Title: | Uganda Time Series Database API |
Version: | 0.2.3 |
Date: | 2022-11-20 |
Description: | An R API providing easy access to a relational database with macroeconomic, financial and development related time series data for Uganda. Overall more than 5000 series at varying frequency (daily, monthly, quarterly, annual in fiscal or calendar years) can be accessed through the API. The data is provided by the Bank of Uganda, the Ugandan Ministry of Finance, Planning and Economic Development, the IMF and the World Bank. The database is being updated once a month. |
URL: | https://mepd.finance.go.ug/apps.html |
License: | GPL-3 |
Encoding: | UTF-8 |
Imports: | DBI, RMySQL, data.table, collapse, writexl |
Suggests: | magrittr, xts, dygraphs |
RoxygenNote: | 7.1.2 |
NeedsCompilation: | no |
Packaged: | 2022-11-20 23:28:02 UTC; sebastiankrantz |
Author: | Sebastian Krantz [aut, cre] |
Maintainer: | Sebastian Krantz <sebastian.krantz@graduateinstitute.ch> |
Repository: | CRAN |
Date/Publication: | 2022-11-24 00:20:02 UTC |
Uganda Time Series Database API
Description
An R API providing easy access to a relational database with macroeconomic, financial and development related time series data for Uganda. Overall more than 5000 series at varying frequency (daily, monthly, quarterly, annual in fiscal or calendar years) can be accessed through the API. The data is provided by the Bank of Uganda, the Ugandan Ministry of Finance, Planning and Economic Development, the IMF and the World Bank. The database is being updated once a month.
Functions
Functions to retrieve tables identifying the data
datasources()
datasets()
series()
Function to retrieve the data from the database
Functions to reshape data and add temporal identifiers
long2wide()
wide2long()
expand_date()
Function to export wide format data to Excel
Helper functions (useful esp. for common Excel formats)
Global Macros with core ID variables in the database
Function to renew database connection without reloading the package
Examples
library(ugatsdb)
library(magrittr) # Pipe %>% operators
library(xts) # Time series class and pretty plots
# Plotting daily IFEM Buying and Selling Rates from the Bank of Uganda
get_data("BOU_E", c("E_IFEM_B", "E_IFEM_S"), from = 2020) %>%
as.xts %>% plot
library(dygraphs)
# Same generating a dynamic chart
get_data("BOU_E", c("E_IFEM_B", "E_IFEM_S"), from = 2020) %>%
as.xts %>% dygraph
# Static plot but with legend showing variable labels
get_data("BOU_E", c("E_IFEM_B", "E_IFEM_S"), from = 2020, wide = FALSE) %>%
long2wide(names_from = "Label") %>% as.xts %>%
plot(legend.loc = "topleft")
Global Identifier Macros
Description
The macro .IDvars
contains the string c("DSID", "Series")
denoting
variables that uniquely identify series in the database.

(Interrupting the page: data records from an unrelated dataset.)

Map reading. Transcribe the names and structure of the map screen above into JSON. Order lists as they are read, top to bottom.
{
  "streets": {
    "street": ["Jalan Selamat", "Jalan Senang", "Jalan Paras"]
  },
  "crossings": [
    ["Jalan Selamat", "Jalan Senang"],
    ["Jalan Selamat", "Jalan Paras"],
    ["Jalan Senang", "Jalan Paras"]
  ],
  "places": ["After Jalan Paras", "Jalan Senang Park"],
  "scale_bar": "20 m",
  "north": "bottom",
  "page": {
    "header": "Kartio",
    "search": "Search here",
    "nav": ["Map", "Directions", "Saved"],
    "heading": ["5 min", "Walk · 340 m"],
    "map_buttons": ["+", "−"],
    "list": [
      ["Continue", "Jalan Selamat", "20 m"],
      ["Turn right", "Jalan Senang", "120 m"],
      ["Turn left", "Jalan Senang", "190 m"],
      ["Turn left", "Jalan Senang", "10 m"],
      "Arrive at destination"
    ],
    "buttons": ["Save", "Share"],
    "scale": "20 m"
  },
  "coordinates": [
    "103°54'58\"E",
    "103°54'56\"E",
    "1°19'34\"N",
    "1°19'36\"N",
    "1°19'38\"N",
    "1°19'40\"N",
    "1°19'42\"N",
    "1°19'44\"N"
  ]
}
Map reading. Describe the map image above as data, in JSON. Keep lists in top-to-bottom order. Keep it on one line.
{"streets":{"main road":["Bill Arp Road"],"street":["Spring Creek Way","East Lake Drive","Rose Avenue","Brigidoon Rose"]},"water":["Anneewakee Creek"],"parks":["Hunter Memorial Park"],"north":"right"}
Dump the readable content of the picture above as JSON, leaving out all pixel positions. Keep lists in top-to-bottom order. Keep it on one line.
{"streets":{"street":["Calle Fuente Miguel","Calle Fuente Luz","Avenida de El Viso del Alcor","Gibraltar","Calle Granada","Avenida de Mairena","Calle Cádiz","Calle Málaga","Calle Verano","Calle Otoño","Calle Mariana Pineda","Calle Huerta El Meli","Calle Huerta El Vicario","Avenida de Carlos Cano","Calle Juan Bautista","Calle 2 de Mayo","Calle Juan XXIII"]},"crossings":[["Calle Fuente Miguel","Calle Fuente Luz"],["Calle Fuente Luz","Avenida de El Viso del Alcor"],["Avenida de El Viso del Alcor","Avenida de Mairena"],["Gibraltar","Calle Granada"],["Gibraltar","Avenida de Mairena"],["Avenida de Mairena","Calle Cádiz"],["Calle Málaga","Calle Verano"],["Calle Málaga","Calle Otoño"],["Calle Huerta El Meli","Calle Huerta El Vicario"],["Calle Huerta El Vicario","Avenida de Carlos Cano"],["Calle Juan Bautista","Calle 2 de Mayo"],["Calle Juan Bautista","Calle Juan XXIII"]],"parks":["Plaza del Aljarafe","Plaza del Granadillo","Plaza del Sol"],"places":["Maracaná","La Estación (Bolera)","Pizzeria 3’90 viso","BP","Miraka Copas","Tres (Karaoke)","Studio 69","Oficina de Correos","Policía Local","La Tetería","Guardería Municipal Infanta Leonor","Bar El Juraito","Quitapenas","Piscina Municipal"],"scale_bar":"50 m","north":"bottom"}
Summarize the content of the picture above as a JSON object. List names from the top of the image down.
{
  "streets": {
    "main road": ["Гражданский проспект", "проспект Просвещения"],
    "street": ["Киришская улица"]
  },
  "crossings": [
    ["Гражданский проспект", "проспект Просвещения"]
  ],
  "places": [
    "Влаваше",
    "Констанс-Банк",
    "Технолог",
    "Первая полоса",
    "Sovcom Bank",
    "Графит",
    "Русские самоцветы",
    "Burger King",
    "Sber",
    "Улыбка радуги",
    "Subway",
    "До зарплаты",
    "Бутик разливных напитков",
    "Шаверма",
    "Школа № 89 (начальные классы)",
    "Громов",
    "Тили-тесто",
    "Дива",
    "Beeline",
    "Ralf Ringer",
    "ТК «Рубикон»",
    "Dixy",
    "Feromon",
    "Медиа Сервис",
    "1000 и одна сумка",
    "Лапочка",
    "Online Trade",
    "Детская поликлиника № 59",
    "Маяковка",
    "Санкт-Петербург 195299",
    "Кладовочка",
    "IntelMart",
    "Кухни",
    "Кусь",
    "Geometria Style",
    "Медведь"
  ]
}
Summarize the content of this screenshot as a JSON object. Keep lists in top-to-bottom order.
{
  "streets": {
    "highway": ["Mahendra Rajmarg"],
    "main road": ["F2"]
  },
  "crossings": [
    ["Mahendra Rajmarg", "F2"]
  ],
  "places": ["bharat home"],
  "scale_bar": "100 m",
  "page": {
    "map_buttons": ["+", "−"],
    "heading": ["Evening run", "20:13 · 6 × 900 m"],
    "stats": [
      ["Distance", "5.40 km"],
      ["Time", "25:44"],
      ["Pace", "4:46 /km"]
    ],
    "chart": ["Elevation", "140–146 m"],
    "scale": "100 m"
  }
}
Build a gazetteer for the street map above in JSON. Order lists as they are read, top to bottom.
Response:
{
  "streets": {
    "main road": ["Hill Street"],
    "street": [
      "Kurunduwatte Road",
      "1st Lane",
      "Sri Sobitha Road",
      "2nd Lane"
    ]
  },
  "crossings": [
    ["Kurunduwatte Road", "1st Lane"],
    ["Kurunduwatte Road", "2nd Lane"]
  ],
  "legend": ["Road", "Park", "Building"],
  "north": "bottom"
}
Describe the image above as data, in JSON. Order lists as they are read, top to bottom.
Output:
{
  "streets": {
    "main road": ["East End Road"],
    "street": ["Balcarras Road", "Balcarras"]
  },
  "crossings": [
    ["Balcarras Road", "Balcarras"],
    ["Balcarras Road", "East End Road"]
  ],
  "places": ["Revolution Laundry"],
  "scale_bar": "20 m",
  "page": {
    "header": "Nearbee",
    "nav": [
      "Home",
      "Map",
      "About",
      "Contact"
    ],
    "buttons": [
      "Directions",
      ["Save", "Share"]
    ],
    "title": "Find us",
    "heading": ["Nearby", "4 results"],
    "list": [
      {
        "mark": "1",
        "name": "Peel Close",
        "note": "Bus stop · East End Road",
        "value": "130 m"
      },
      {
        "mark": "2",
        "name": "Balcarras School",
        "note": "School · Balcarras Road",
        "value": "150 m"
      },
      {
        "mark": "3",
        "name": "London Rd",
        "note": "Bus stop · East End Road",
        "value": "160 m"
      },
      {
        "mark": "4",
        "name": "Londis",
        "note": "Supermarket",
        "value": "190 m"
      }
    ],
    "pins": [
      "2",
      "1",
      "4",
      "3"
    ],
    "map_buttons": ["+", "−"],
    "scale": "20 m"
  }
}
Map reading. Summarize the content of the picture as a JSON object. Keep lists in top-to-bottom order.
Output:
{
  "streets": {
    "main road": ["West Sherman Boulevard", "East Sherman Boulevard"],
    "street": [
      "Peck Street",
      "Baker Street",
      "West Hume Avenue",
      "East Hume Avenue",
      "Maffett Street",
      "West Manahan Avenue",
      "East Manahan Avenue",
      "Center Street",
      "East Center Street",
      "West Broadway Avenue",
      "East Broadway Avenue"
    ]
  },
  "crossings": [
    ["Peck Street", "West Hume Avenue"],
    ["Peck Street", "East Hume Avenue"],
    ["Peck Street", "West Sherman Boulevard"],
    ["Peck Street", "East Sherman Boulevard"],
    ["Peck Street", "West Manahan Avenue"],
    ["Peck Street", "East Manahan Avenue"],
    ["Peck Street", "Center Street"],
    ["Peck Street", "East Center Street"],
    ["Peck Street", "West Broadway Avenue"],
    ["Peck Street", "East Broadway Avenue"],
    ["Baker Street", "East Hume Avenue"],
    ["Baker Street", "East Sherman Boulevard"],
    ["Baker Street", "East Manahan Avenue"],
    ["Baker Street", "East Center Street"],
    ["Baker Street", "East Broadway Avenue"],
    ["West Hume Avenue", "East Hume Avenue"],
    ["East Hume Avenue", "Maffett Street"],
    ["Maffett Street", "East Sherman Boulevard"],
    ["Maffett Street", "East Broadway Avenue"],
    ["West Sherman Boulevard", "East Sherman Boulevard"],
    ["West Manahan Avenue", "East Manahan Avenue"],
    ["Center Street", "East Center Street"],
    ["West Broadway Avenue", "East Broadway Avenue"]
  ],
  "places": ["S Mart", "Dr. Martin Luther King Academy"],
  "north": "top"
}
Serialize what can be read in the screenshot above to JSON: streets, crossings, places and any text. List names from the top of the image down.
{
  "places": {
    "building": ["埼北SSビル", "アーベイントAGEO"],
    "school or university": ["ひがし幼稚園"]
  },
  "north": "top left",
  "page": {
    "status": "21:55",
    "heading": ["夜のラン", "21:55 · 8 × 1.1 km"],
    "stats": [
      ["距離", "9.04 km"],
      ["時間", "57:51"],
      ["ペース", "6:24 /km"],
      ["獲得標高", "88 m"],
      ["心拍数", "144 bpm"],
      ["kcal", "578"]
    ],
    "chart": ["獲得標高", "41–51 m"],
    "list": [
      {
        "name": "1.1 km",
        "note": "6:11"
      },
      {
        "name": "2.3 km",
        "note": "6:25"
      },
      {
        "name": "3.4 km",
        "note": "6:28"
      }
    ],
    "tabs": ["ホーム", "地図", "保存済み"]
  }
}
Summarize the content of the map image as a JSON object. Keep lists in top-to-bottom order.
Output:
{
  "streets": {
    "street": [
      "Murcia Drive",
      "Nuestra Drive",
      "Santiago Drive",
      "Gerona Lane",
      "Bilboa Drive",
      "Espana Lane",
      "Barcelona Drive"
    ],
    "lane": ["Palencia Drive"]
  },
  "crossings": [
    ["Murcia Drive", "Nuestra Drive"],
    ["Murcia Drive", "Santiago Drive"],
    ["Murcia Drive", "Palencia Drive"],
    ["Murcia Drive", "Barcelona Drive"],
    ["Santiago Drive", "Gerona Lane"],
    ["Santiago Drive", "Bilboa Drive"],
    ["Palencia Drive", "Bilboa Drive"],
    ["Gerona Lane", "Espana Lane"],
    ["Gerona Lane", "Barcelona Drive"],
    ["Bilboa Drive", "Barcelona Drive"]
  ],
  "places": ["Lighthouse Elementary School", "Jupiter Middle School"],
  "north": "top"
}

Note that the series code contained in "Series" alone is not sufficient to uniquely identify a series as some
series are recorded with the same code in multiple datasets (mostly either the same data aggregated at a different frequency, or a different collection of indicators).
For example goods exports with the series code "EX_G" are recorded in the datasets "BOU_MMI", "BOU_MMI_A" (annual data), and "BOU_MMI_FY" (fiscal year data).
The macro .Tvars
contains the string
c("Date", "Year", "Quarter", "FY", "QFY", "Month", "Day")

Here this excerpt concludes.